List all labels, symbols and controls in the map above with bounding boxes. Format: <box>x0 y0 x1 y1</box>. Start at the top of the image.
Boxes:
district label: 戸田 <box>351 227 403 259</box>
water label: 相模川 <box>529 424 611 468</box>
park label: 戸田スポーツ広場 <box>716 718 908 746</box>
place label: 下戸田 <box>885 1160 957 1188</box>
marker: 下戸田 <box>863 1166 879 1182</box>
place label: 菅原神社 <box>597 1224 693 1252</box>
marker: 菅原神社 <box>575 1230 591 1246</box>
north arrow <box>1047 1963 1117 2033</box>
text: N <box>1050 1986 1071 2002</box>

==

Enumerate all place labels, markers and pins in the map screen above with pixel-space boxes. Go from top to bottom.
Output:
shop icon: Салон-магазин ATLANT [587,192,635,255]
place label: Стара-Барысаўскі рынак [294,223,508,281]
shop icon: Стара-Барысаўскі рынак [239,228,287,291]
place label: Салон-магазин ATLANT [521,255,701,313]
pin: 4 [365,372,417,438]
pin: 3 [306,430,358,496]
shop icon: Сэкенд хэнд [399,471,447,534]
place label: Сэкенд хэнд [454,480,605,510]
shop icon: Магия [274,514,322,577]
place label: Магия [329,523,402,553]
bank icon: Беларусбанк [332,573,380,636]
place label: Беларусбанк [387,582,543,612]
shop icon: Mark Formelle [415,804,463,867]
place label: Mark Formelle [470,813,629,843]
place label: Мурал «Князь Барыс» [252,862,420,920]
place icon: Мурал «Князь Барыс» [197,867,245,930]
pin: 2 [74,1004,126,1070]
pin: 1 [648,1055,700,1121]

* * *

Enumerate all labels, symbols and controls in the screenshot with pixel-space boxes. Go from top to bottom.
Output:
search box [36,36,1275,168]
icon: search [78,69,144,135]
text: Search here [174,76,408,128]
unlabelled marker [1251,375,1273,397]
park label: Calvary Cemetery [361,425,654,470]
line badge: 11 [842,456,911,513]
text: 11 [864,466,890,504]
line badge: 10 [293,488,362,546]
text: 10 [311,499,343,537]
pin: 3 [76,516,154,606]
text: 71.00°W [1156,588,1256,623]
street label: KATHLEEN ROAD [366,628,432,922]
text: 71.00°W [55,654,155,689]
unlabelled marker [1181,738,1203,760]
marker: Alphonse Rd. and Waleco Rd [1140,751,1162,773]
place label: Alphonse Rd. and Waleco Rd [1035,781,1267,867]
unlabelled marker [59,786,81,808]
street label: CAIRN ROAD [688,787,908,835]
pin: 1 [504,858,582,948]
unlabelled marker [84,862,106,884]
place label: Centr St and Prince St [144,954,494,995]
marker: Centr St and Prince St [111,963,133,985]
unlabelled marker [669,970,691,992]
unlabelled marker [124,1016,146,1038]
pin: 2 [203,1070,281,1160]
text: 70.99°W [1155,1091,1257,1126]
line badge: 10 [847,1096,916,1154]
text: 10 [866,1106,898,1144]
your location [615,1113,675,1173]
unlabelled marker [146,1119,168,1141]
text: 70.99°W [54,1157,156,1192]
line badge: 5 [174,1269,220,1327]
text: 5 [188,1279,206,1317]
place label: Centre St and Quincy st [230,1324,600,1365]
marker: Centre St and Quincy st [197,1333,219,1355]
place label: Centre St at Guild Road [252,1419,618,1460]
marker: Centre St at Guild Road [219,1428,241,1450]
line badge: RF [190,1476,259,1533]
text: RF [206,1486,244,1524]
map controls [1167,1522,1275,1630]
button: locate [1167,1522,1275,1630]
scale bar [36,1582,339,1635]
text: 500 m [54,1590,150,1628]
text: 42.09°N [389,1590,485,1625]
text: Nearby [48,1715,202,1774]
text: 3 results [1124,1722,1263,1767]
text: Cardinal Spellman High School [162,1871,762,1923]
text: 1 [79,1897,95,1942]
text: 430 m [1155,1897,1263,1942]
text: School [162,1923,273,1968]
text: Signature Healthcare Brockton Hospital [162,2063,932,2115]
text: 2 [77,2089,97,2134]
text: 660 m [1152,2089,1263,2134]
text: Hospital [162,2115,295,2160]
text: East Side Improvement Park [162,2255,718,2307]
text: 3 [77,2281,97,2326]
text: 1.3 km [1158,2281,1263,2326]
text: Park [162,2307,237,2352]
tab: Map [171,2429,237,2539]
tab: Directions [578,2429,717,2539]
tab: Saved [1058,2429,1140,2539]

■ **Exercise prompt**: Nothing but a number is wanted: report how many lines in the entries above contain the string "bottom".

■ **Exercise answer**: 2